* _WHAT IS BEING ASKED_: In the records that follow, find each line with "bottom" and pull it out.

** Opening THE RECORDS block **

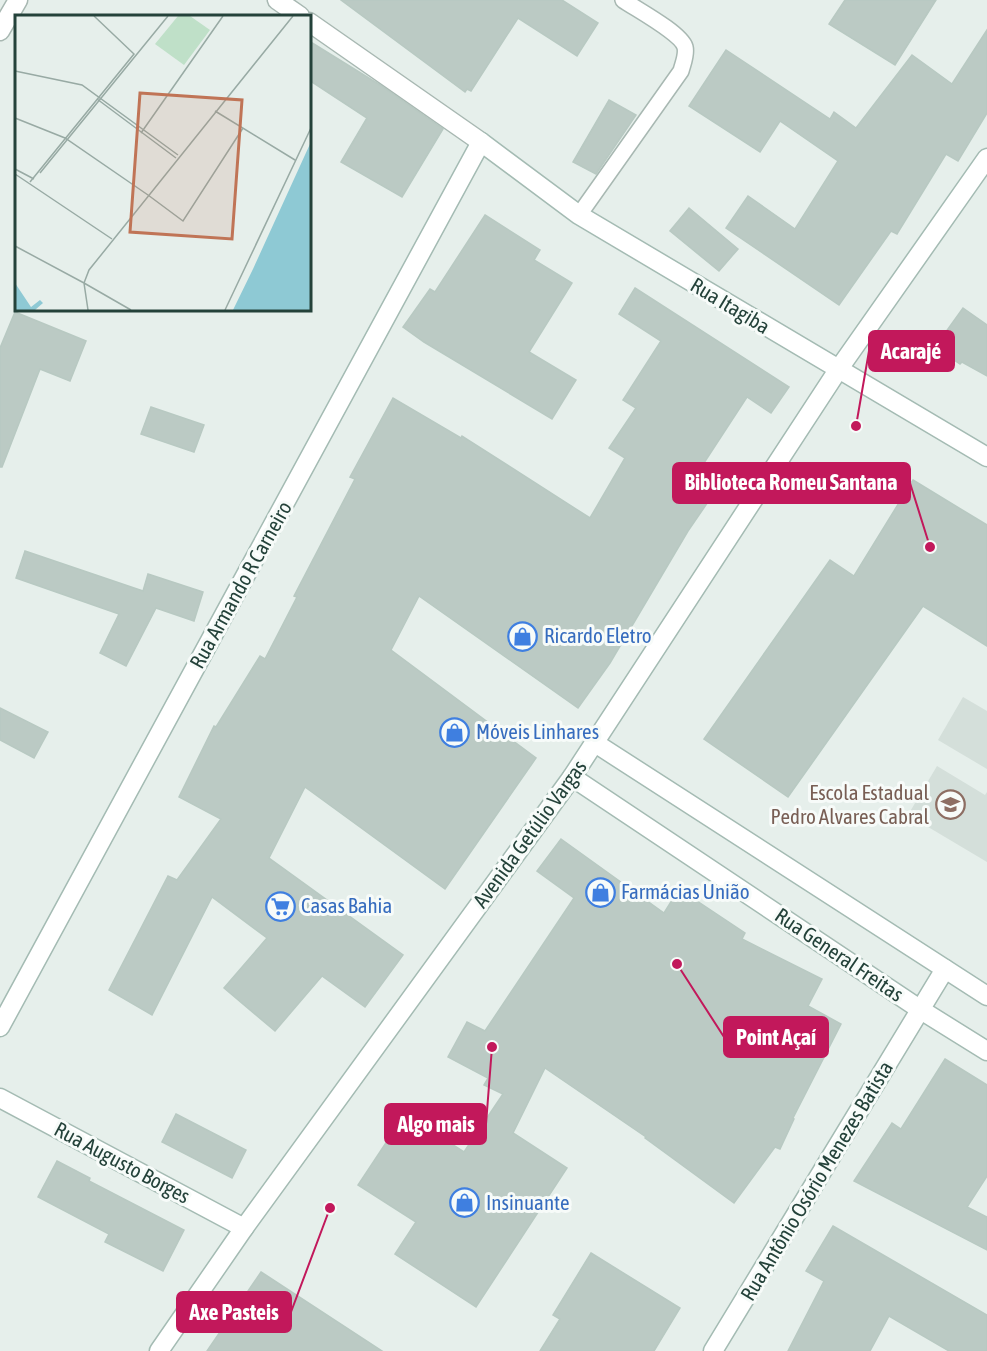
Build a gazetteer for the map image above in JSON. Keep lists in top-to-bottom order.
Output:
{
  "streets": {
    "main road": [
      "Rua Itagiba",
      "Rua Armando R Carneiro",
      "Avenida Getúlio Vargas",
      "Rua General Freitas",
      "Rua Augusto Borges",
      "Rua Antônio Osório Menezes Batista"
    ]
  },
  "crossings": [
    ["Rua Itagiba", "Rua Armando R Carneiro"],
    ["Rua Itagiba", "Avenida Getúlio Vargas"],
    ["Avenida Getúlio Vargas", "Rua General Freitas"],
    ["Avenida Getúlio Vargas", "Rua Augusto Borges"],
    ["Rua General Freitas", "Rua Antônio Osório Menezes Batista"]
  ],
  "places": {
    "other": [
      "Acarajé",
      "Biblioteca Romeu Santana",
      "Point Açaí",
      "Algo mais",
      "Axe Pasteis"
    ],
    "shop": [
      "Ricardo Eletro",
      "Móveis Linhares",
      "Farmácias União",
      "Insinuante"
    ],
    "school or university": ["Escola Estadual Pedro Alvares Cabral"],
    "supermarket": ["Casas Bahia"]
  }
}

** Closing THE RECORDS block **
** Opening THE RECORDS block **

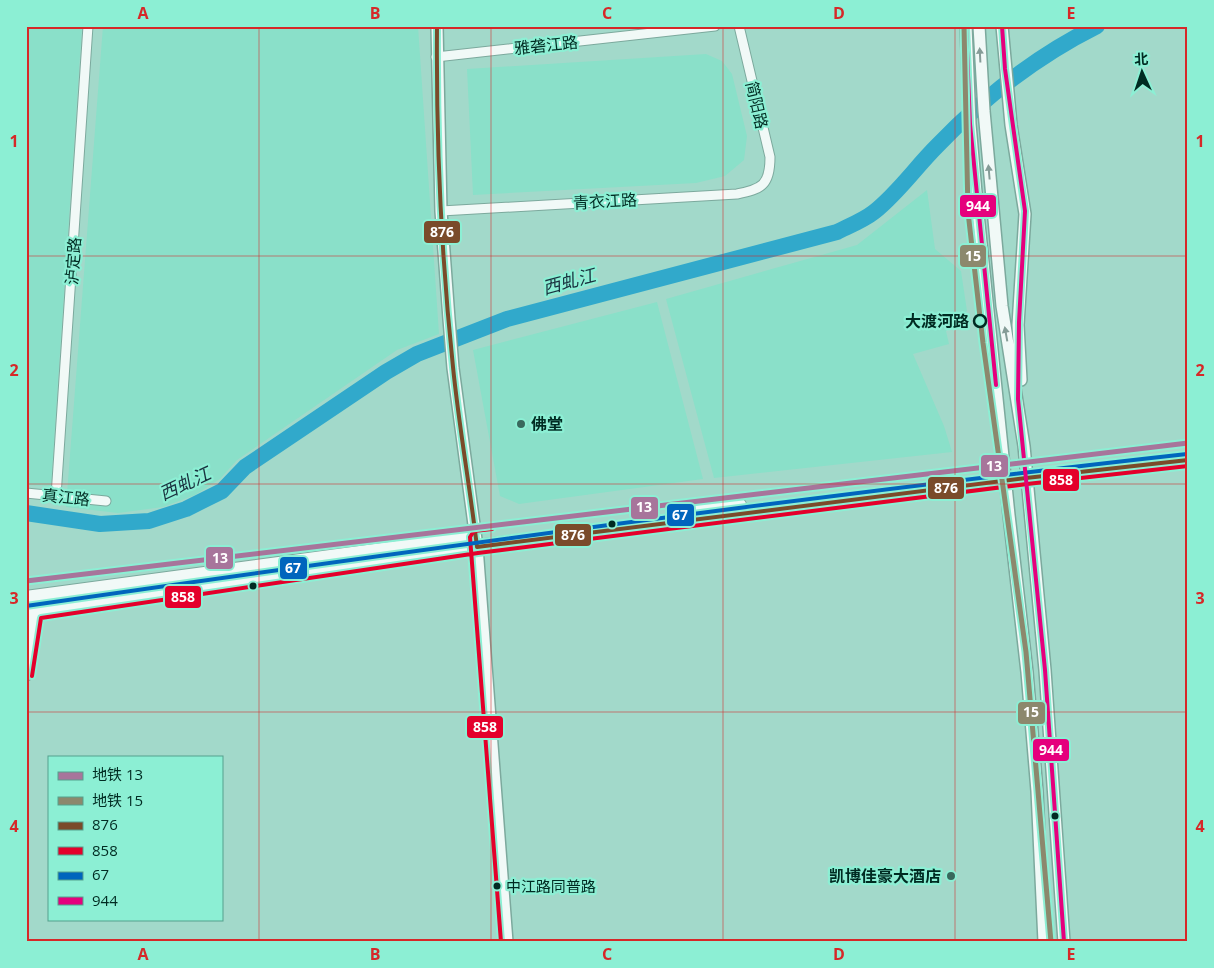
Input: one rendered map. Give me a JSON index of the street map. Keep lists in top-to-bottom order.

** Closing THE RECORDS block **

* _EXERCISE OUTPUT_:
Build a gazetteer for the map image above in JSON. Keep lists in top-to-bottom order.
Input: one rendered map. Give me a JSON index of the street map. Keep lists in top-to-bottom order.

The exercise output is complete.